Go through the entries below and retype them exactly, omitting each picture.

▬▬▬▬▬▬

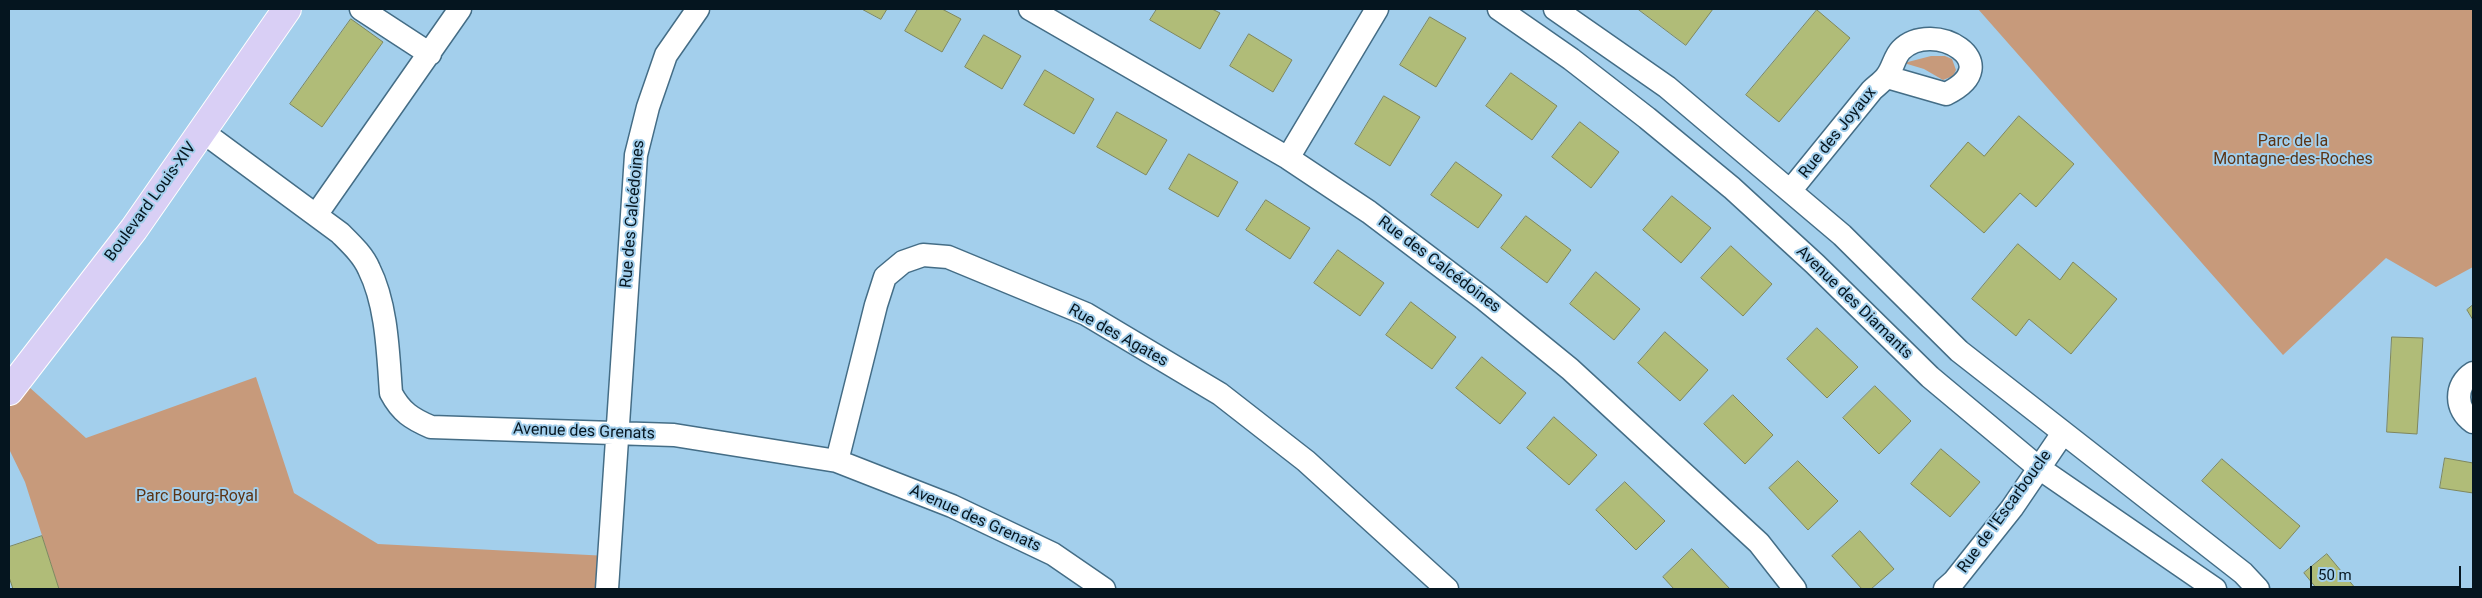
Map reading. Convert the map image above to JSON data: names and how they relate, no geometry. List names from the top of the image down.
{
  "streets": {
    "main road": ["Boulevard Louis-XIV"],
    "street": [
      "Rue des Joyaux",
      "Rue des Calcédoines",
      "Avenue des Diamants",
      "Rue des Agates",
      "Avenue des Grenats",
      "Rue de l'Escarboucle"
    ]
  },
  "crossings": [
    ["Boulevard Louis-XIV", "Avenue des Grenats"],
    ["Rue des Calcédoines", "Avenue des Grenats"],
    ["Avenue des Diamants", "Rue de l'Escarboucle"],
    ["Rue des Agates", "Avenue des Grenats"]
  ],
  "parks": ["Parc de la Montagne-des-Roches", "Parc Bourg-Royal"],
  "scale_bar": "50 m"
}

▬▬▬▬▬▬

[Completed exercise]
Map reading. Convert the map image above to JSON data: names and how they relate, no geometry. List names from the top of the image down.
{
  "streets": {
    "main road": ["Boulevard Louis-XIV"],
    "street": [
      "Rue des Joyaux",
      "Rue des Calcédoines",
      "Avenue des Diamants",
      "Rue des Agates",
      "Avenue des Grenats",
      "Rue de l'Escarboucle"
    ]
  },
  "crossings": [
    ["Boulevard Louis-XIV", "Avenue des Grenats"],
    ["Rue des Calcédoines", "Avenue des Grenats"],
    ["Avenue des Diamants", "Rue de l'Escarboucle"],
    ["Rue des Agates", "Avenue des Grenats"]
  ],
  "parks": ["Parc de la Montagne-des-Roches", "Parc Bourg-Royal"],
  "scale_bar": "50 m"
}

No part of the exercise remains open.